E3SM-Project / E3SM

Energy Exascale Earth System Model source code. NOTE: use "maint" branches for your work. Head of master is not validated.
https://docs.e3sm.org/E3SM
Other
347 stars 354 forks source link

performance impact of ocean_tight_coupling #655

Closed worleyph closed 8 years ago

worleyph commented 8 years ago

I just discovered the following emprically (and then searched for and found this explanation):

 It is possible to reduce the ocean lag in the system.  There is a namelist
 variable, <ulink url="../../cesm/doc/modelnl/nl_drv.html">ocean_tight_coupling</ulink>,
 that moves the step where ocean data is rearranged from the ocean pes to
 the coupler pes from the end of the loop to before the atmosphere/ocean
 flux computation.  If ocean_tight_coupling is set to true, then the ocean
 lag is reduced by one atmosphere coupling period, but the ability of the
 ocean model to run concurrently with the atmosphere model is also reduced
 or eliminated.  This flag is most useful
 when the ocean coupling frequency matches the other components.

Notice in particular "the ability of the ocean model to run concurrently with the atmosphere model is also reduced or eliminated." This seems to be the current default, and if it represents what we will be using for production, then this will impact performance significantly (as much as doubling runtime). I need this clarified, so that I know what to suggest that we do (and perhaps start looking to see whether this is in fact necessary).

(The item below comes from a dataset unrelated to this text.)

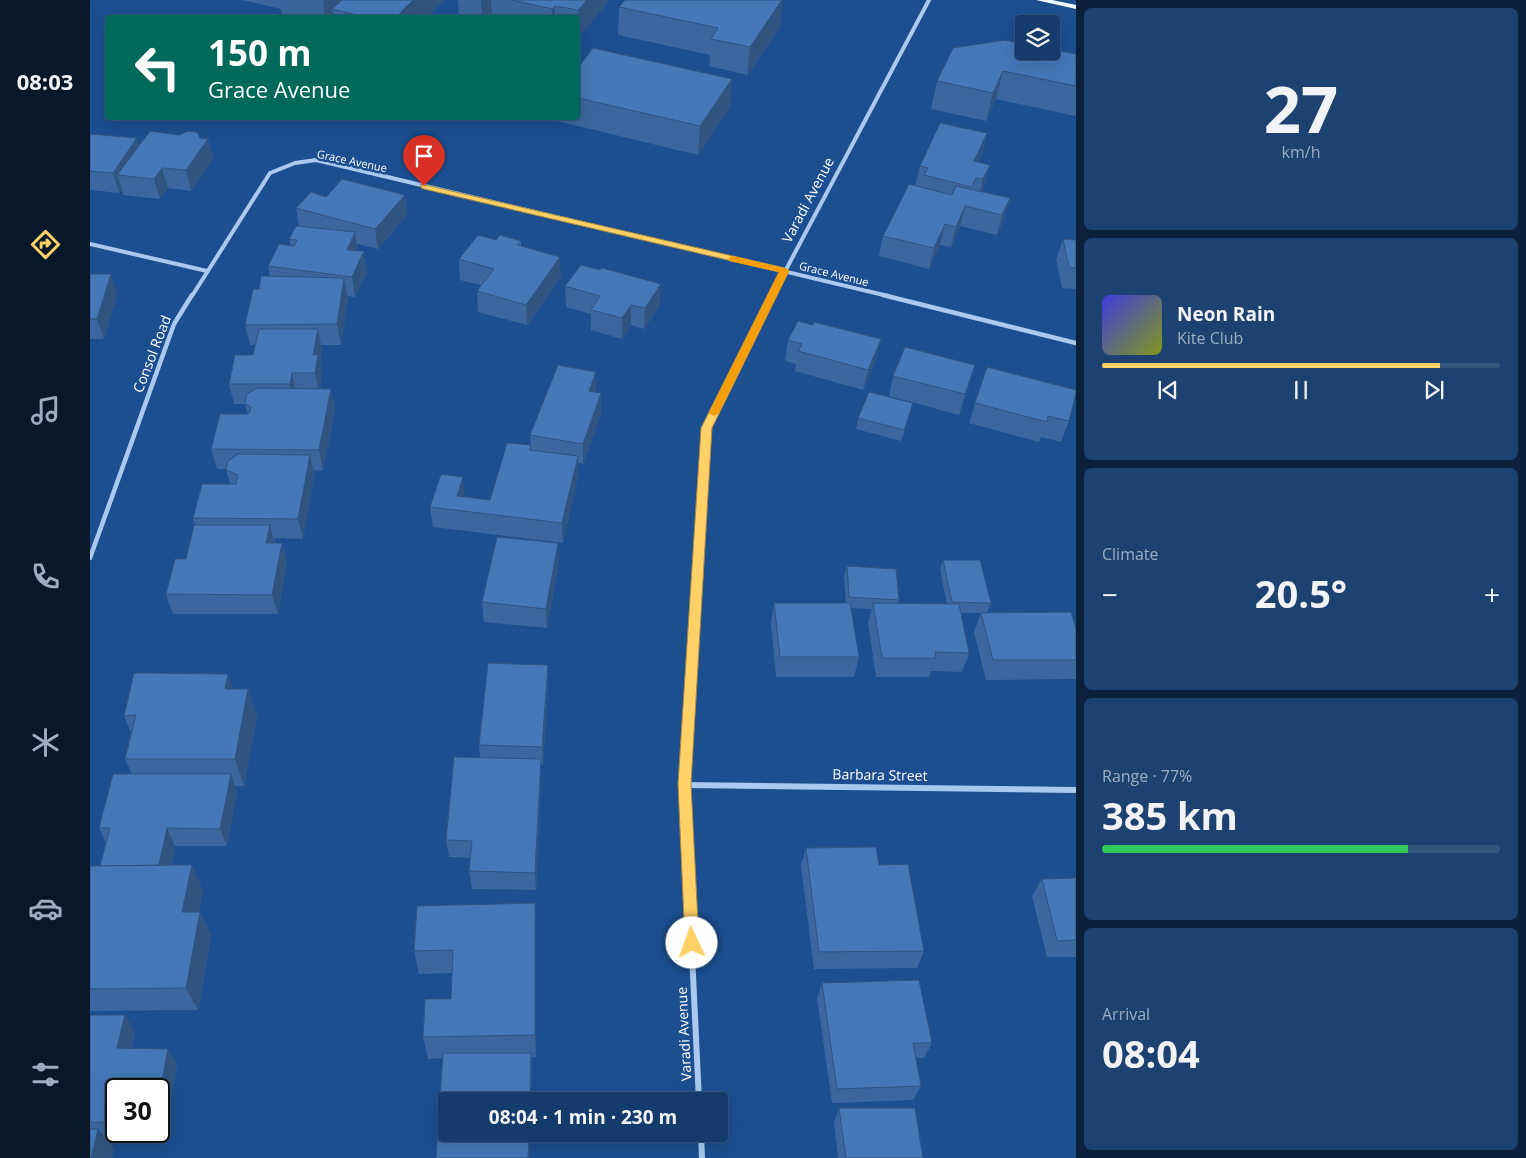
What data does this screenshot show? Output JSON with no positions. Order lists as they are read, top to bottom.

rljacob commented 8 years ago

Doug had suggested this so assigned to him.

douglasjacobsen commented 8 years ago

It seemed like the most scientifically correct coupling mode for us to be using. Though, if performance is doubled we could always change it and then later explore the impact of the different coupling modes on the climate.

worleyph commented 8 years ago

Understanding the performance impact is then important - I've seen performance much higher than even running just atmosphere and ocean sequentially, and I don't know why yet. Perhaps that is fixable, but I need to understand the coupling logic and implementation. @rljacob , is this something that you are familiar with?

Also, @douglasjacobsen , can I just change the coupling type (and to what) to verify that the old style continues to work as expected?

mt5555 commented 8 years ago

yikes! it's good Pat found this. All our performance estimates are based on the assumption we can run ocean concurrently. I hope since it was good enough for POP, it will be good enough for MPAS :-)

rljacob commented 8 years ago

@apcraig knows the most about these options and how they're implemented.

douglasjacobsen commented 8 years ago

@worleyph yes you can.

I have flow charts that describe the different coupling options that could help if you want.

worleyph commented 8 years ago

@douglasjacobsen - thanks. Right now I just want to do a sanity check. What is the old default (CESM1_ORIG?), or what should I use instead of CESM1_MOD_TIGHT (CESM1_MOD?).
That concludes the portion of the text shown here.